### EXERCISE DETAILS
Search the records for the word "street" and report each line that has it.

(Saved data entries)
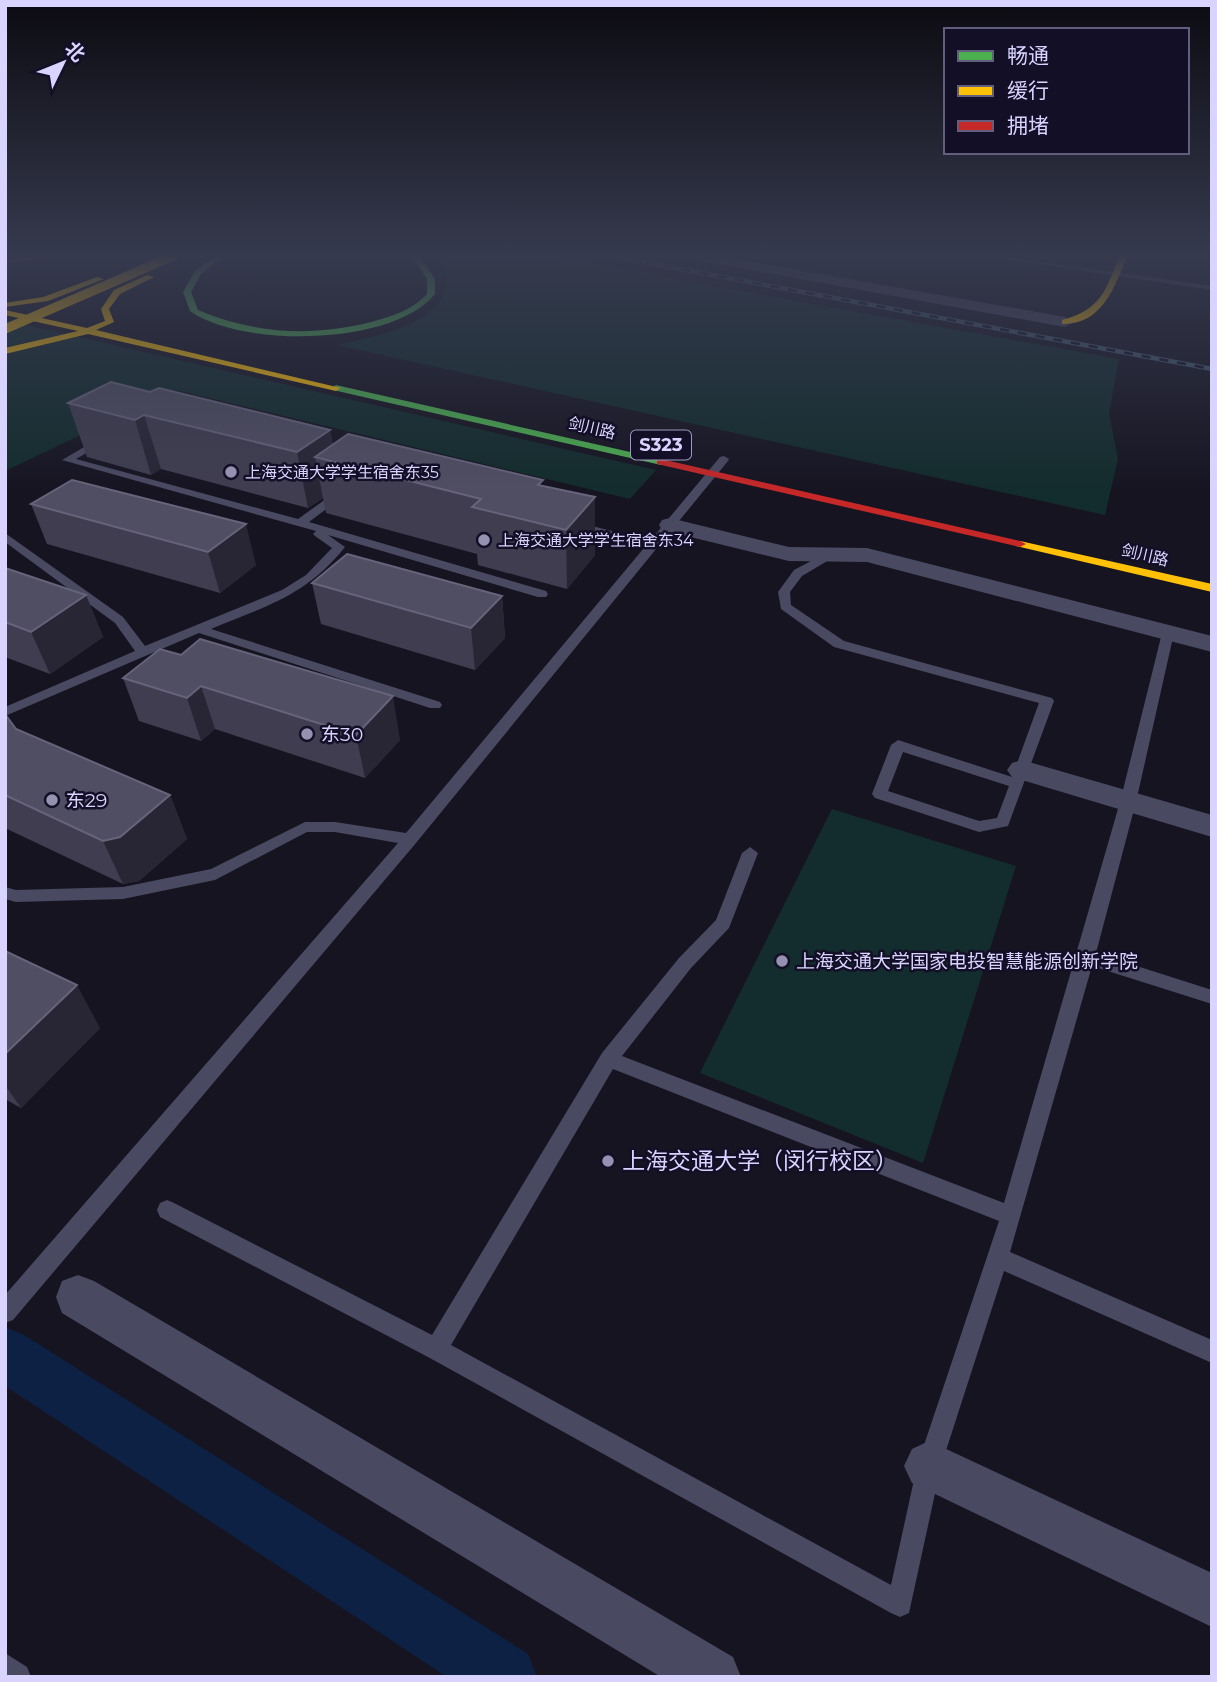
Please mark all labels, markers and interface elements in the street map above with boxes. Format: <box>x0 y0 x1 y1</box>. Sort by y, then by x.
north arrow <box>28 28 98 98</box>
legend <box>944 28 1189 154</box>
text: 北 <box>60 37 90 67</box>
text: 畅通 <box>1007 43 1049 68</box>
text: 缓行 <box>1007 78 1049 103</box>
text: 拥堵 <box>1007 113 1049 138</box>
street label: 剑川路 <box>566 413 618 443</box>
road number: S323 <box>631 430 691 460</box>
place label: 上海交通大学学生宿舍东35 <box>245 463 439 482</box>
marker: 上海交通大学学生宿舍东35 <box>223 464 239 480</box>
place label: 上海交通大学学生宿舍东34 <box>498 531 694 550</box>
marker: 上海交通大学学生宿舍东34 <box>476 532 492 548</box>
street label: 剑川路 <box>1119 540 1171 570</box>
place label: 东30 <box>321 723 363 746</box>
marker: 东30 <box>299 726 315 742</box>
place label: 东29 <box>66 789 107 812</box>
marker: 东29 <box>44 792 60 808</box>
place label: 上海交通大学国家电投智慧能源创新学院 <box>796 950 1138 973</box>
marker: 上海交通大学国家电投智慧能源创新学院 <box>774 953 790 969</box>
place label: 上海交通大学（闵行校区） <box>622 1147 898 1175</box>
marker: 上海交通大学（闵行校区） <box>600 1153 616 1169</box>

### EXERCISE ANSWER
Please mark all labels, markers and interface elements in the street map above with boxes. Format: <box>x0 y0 x1 y1</box>. Sort by y, then by x.
street label: 剑川路 <box>566 413 618 443</box>
street label: 剑川路 <box>1119 540 1171 570</box>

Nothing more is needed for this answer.